During the week of December 17, 2018, the Patent Trial and Appeal Board (“the Board”) issued five decisions in TC 1600. Those decisions instituted inter partes review (“IPR”) of five petitions, four of which involved related patents. As detailed below, the Patent Owners did not substantively challenge the petitions at the Preliminary Response stage, but instead opposed institution on procedural grounds—namely, failure to name a real party in interest or duplicative issues under 35 U.S.C. § 325(d).
Merck Sharp & Dohme Corp. v. GlaxoSmithKline Biologicals SA, Nos. IPR2018-01229; IPR2018-01234; IPR2018-01236; and IPR2018-01237 (Decisions Granting Institution Entered December 18, 2018). Merck Sharp & Dohme Corp. (“Merck”) filed four IPR petitions, two to cancel GSK’s Patent No. 8,753,645 (“the ’645 patent”), and two to cancel GSK’s Patent No. 9,265,839 (“the ’839 patent”). Both patents covered a process called “reductive animation,” which involved oxidation of an antigen and subsequent reduction of the antigen and a carrier protein to form a conjugate. See, e.g., IPR2018-01229, Paper 13 at 3. The patents explained that using less periodate in the oxidation step of the method mitigated an undesirable size-reducing effect, and the patents claimed certain steps (i.e., specific ranges of periodate used) to avoid size reduction. Merck raised five grounds of unpatentability in one petition for each patent (IPR2018-01229, Paper 13 at 5 (’645 patent) and IPR2018-01234, Paper 13 at 6 (’839 patent)) and three grounds of unpatentability in the second petition for each patent (IPR2018-01236, Paper 13 at 5 (’645 patent) and IPR2018-01237, Paper 13 at 6 (’839 patent)).

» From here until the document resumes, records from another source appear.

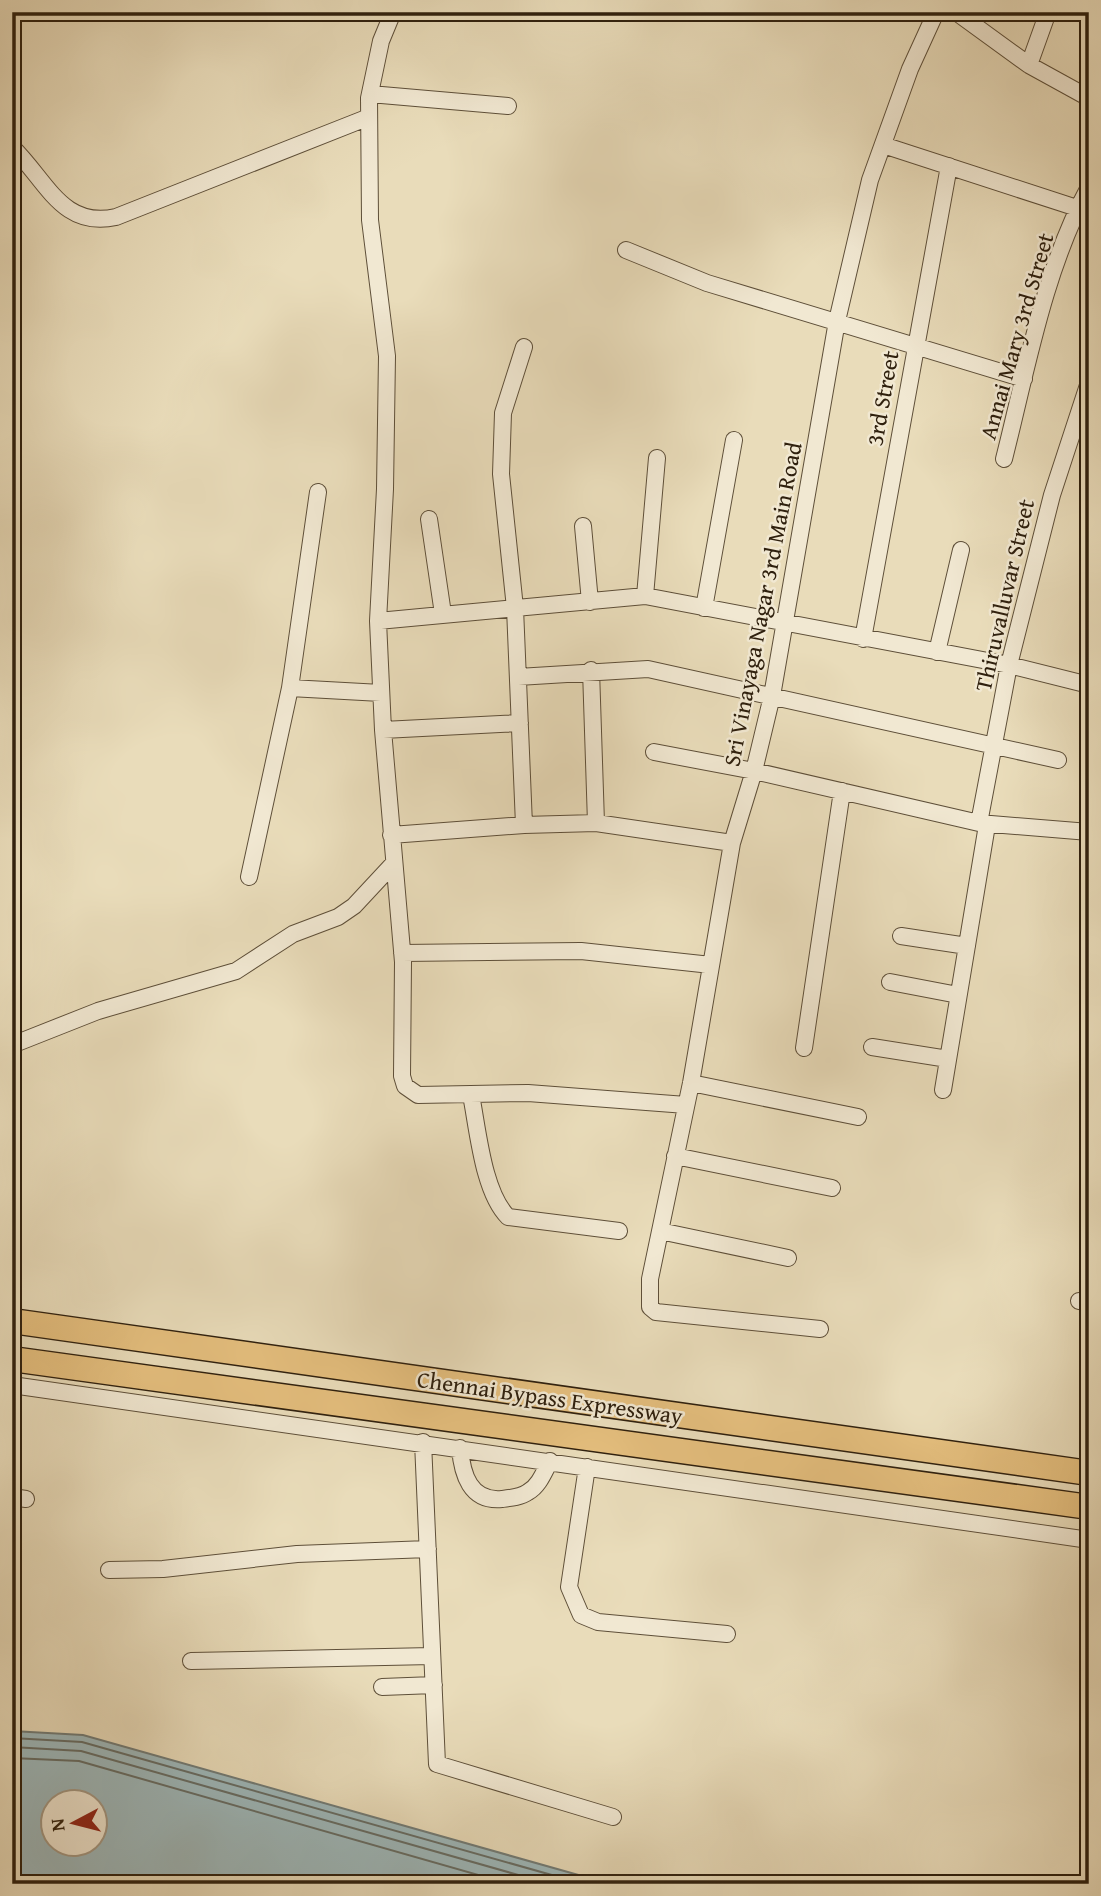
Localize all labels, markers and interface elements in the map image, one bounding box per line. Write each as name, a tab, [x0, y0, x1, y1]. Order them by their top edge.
street label: Annai Mary 3rd Street	[971, 229, 1061, 443]
street label: 3rd Street	[857, 348, 907, 448]
street label: Sri Vinayaga Nagar 3rd Main Road	[714, 438, 810, 769]
street label: Thiruvalluvar Street	[966, 496, 1042, 694]
street label: Chennai Bypass Expressway	[415, 1362, 685, 1432]
north arrow	[38, 1787, 108, 1857]
text: N	[42, 1817, 72, 1833]

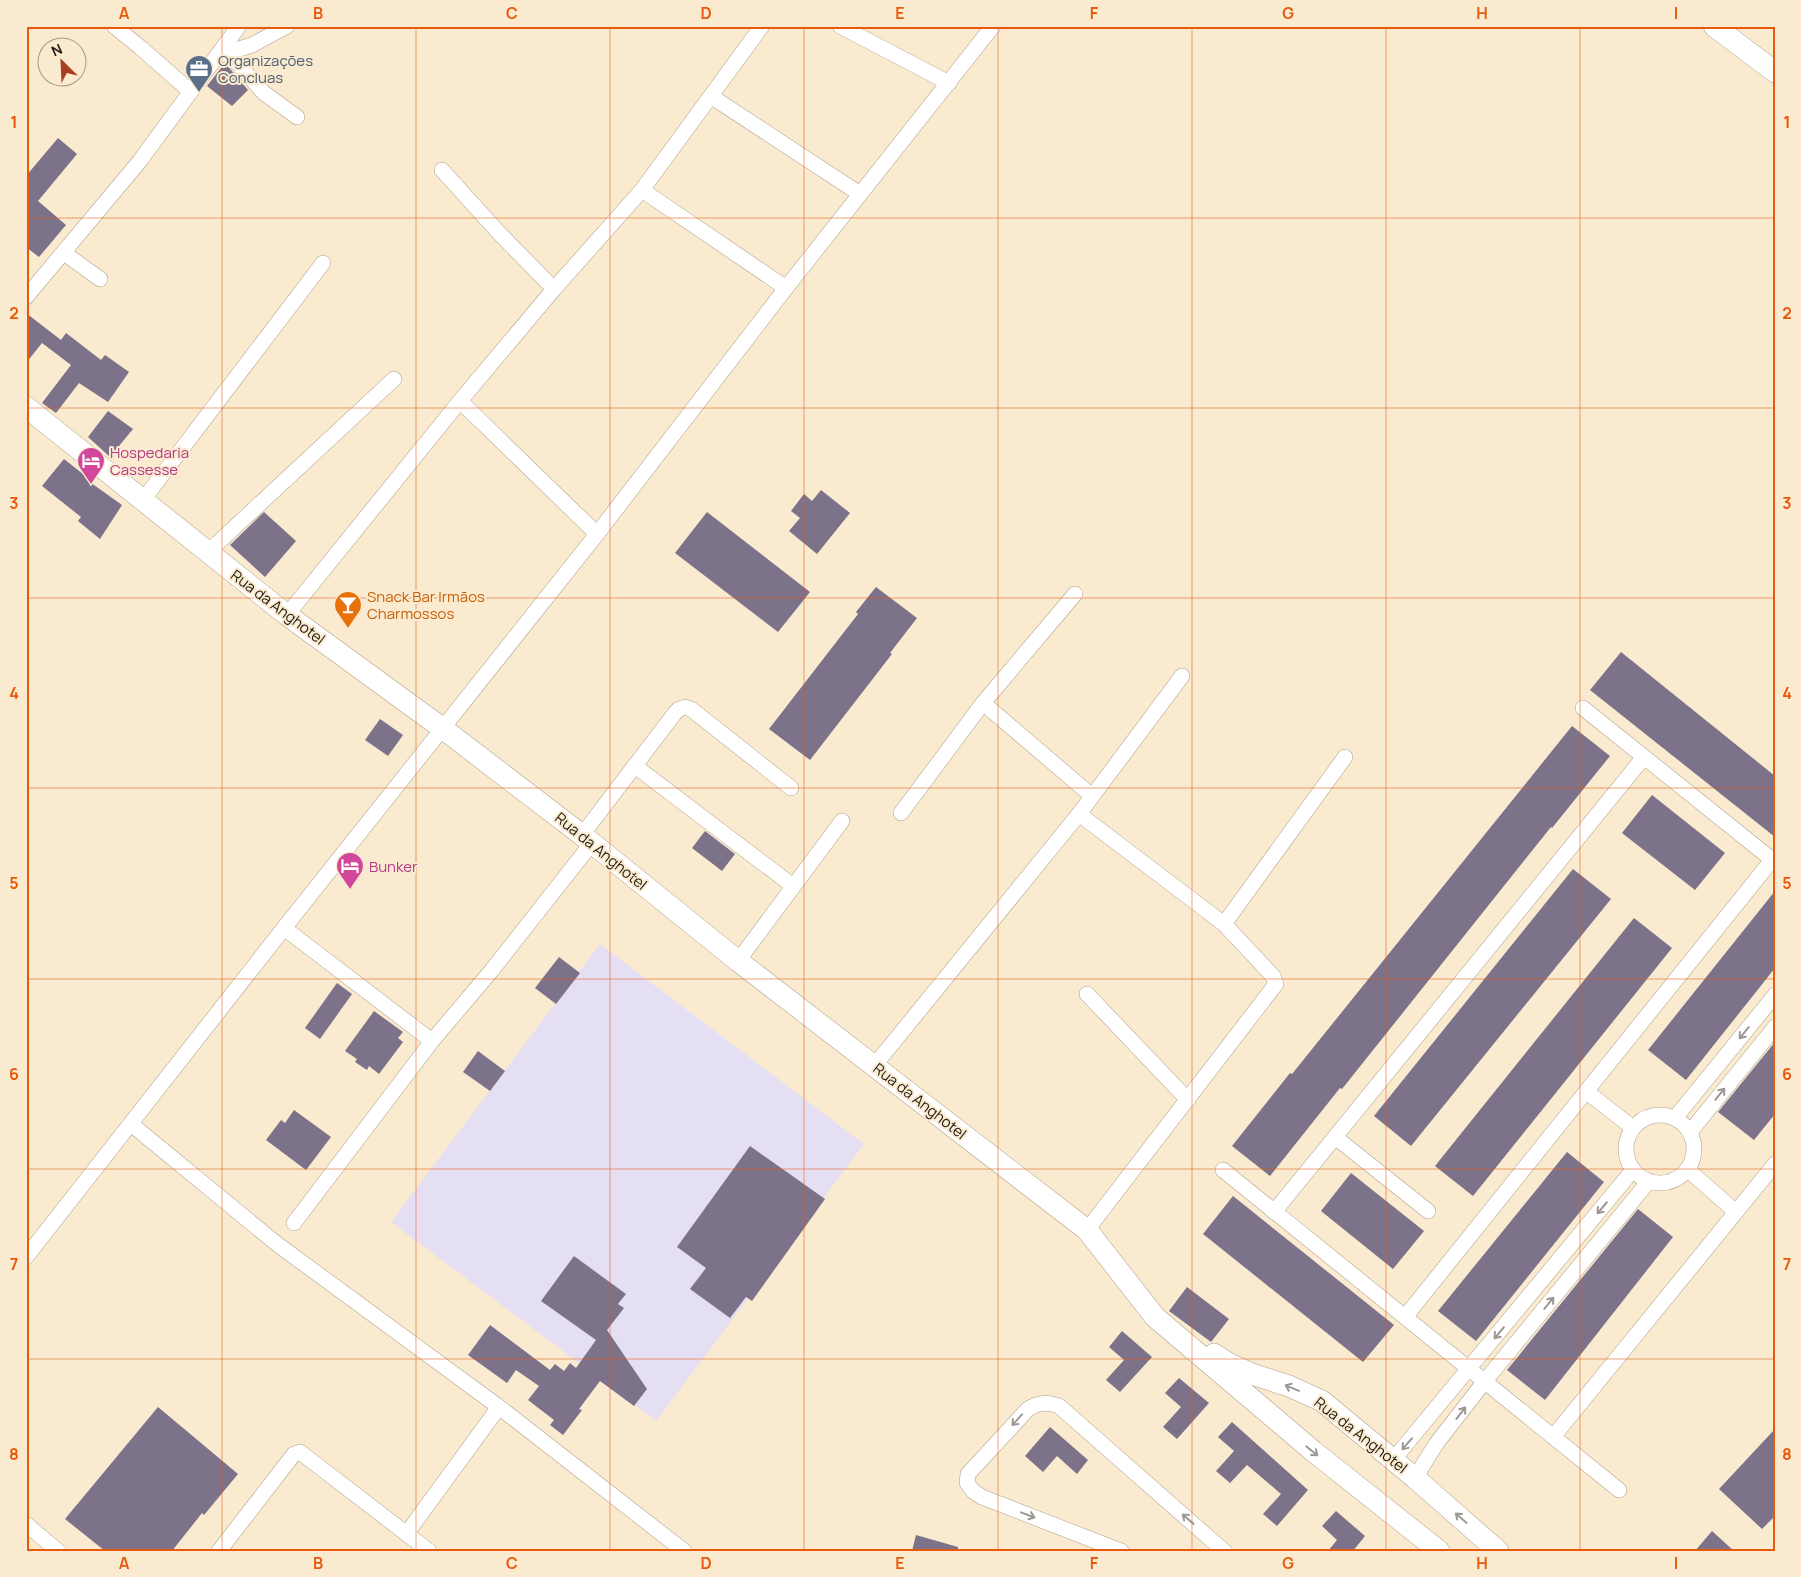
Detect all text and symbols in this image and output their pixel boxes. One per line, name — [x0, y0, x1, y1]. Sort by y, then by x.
text: A — [119, 2, 130, 24]
text: B — [313, 2, 323, 24]
text: C — [506, 2, 518, 24]
text: D — [700, 2, 712, 24]
text: E — [895, 2, 905, 24]
text: F — [1090, 2, 1099, 24]
text: G — [1282, 2, 1294, 24]
text: H — [1476, 2, 1488, 24]
text: I — [1674, 2, 1678, 24]
north arrow — [38, 38, 88, 88]
text: N — [48, 39, 65, 60]
place label: Organizações Concluas — [218, 50, 313, 88]
office icon: Organizações Concluas — [184, 54, 214, 93]
text: 1 — [10, 111, 18, 133]
text: 1 — [1783, 111, 1791, 133]
text: 2 — [9, 302, 19, 324]
text: 2 — [1782, 302, 1792, 324]
place label: Hospedaria Cassesse — [110, 442, 189, 480]
hotel icon: Hospedaria Cassesse — [76, 446, 106, 485]
text: 3 — [9, 492, 19, 514]
text: 3 — [1782, 492, 1792, 514]
street label: Rua da Anghotel — [227, 565, 329, 649]
place label: Snack Bar Irmãos Charmossos — [367, 586, 485, 624]
bar icon: Snack Bar Irmãos Charmossos — [333, 590, 363, 629]
text: 4 — [9, 682, 19, 704]
text: 4 — [1782, 682, 1792, 704]
street label: Rua da Anghotel — [550, 807, 652, 895]
hotel icon: Bunker — [335, 851, 365, 890]
place label: Bunker — [369, 856, 418, 877]
text: 5 — [9, 872, 19, 894]
text: 5 — [1782, 872, 1792, 894]
one-way arrow — [1739, 1026, 1750, 1039]
street label: Rua da Anghotel — [869, 1058, 971, 1144]
text: 6 — [9, 1063, 19, 1085]
text: 6 — [1782, 1063, 1792, 1085]
one-way arrow — [1715, 1088, 1726, 1101]
one-way arrow — [1597, 1201, 1608, 1214]
text: 7 — [10, 1253, 18, 1275]
text: 7 — [1783, 1253, 1791, 1275]
one-way arrow — [1543, 1297, 1554, 1310]
one-way arrow — [1494, 1326, 1505, 1339]
one-way arrow — [1285, 1382, 1300, 1392]
street label: Rua da Anghotel — [1310, 1392, 1412, 1478]
one-way arrow — [1455, 1406, 1466, 1419]
one-way arrow — [1011, 1414, 1023, 1427]
one-way arrow — [1401, 1438, 1413, 1451]
text: 8 — [9, 1443, 19, 1465]
text: 8 — [1782, 1443, 1792, 1465]
one-way arrow — [1306, 1445, 1319, 1456]
one-way arrow — [1020, 1511, 1035, 1520]
one-way arrow — [1181, 1513, 1194, 1524]
one-way arrow — [1455, 1513, 1468, 1524]
text: A — [119, 1552, 130, 1574]
text: B — [313, 1552, 323, 1574]
text: C — [506, 1552, 518, 1574]
text: D — [700, 1552, 712, 1574]
text: E — [895, 1552, 905, 1574]
text: F — [1090, 1552, 1099, 1574]
text: G — [1282, 1552, 1294, 1574]
text: H — [1476, 1552, 1488, 1574]
text: I — [1674, 1552, 1678, 1574]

GSK opposed institution mainly by arguing that Merck did not name all real parties in interest, including Pfenex, Inc., who had exclusively licensed its recombinant protein expression technology to Merck for production of a vaccine product. See, e.g., IPR2018-01229, Paper 13 at 6–10. The Board rejected GSK’s argument, reasoning that a preexisting relationship with the petitioner and potential to benefit from the petition did not make Pfenex a real party in interest. GSK’s expansive approach would “ensnare third parties … with no connection to the Petition.” Instead, the real party in interest inquiry must focus on whether the potential real party in interest is exercising or could exercise control over the IPR, whether the IPR was filed at the potential real party in interest’s behest, or whether the potential real party in interest desired review of the patent at issue. See, e.g., id. at 10–13. After analyzing Merck’s evidence and the relationship between Pfenex and Merck, the Board determined that Pfenex did not need to be named as a real party in interest. See, e.g., id. at 13.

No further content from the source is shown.